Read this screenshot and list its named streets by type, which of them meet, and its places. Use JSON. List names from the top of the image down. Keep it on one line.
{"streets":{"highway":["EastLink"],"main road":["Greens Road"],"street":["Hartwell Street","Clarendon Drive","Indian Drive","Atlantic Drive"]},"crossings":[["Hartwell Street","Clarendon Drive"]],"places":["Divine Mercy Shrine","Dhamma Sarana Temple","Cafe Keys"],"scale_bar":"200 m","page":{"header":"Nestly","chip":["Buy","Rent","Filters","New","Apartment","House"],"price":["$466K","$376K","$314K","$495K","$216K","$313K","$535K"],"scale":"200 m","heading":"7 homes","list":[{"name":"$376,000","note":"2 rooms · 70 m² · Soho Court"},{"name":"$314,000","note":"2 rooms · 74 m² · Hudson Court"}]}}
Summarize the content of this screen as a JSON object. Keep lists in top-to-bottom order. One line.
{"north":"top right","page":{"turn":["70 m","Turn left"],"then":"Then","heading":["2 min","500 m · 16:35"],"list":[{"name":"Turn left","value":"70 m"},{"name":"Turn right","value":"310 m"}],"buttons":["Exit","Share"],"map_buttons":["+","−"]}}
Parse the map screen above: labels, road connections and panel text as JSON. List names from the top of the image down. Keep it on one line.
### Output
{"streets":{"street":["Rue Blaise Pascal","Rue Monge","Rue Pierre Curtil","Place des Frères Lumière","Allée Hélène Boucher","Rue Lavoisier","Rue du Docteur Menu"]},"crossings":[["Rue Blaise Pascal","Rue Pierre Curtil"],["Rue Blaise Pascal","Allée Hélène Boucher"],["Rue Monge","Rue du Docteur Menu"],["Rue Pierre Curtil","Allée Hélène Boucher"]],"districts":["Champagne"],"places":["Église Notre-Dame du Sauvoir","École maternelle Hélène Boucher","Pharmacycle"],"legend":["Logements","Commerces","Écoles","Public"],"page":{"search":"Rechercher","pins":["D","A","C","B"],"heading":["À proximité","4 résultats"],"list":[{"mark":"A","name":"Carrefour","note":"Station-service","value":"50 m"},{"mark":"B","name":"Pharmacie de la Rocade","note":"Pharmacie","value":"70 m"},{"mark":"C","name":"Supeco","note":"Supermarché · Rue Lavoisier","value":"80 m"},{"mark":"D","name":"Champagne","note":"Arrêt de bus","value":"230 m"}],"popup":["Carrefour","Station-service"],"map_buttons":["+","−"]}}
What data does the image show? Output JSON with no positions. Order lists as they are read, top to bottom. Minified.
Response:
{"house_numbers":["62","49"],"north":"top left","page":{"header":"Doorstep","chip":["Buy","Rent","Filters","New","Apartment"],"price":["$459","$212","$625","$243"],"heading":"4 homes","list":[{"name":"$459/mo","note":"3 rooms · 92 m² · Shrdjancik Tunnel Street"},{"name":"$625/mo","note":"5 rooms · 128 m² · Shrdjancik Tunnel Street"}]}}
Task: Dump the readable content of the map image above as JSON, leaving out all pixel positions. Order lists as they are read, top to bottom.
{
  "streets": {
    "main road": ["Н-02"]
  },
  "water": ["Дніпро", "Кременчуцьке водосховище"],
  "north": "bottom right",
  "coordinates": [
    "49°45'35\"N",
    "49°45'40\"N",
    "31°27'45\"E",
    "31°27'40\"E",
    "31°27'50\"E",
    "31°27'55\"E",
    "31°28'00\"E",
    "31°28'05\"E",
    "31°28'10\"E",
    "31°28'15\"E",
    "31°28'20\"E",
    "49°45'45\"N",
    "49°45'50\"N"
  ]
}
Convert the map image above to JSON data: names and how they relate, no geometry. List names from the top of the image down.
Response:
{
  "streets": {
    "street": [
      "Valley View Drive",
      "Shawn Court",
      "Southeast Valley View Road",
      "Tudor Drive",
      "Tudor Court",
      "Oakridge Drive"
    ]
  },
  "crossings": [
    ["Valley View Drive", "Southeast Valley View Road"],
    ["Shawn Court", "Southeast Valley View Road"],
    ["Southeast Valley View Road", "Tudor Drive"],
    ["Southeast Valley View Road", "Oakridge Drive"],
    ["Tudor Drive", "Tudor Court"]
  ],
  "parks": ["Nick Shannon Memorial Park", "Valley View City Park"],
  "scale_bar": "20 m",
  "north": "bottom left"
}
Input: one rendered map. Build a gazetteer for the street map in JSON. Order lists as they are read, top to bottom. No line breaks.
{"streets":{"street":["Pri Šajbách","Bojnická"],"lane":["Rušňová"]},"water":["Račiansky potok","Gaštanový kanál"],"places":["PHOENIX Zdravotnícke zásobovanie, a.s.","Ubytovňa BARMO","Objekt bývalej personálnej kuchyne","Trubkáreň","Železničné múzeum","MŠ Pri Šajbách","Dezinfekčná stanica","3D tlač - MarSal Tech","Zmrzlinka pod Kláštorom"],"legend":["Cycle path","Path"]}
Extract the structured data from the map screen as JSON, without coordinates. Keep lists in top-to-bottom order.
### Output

__Directions__. Copy exactly the lines from the one containing "Extract the structured" through the last line of the records, both included, and nothing else.

__Task answer__.
Extract the structured data from the map screen as JSON, without coordinates. Keep lists in top-to-bottom order.
### Output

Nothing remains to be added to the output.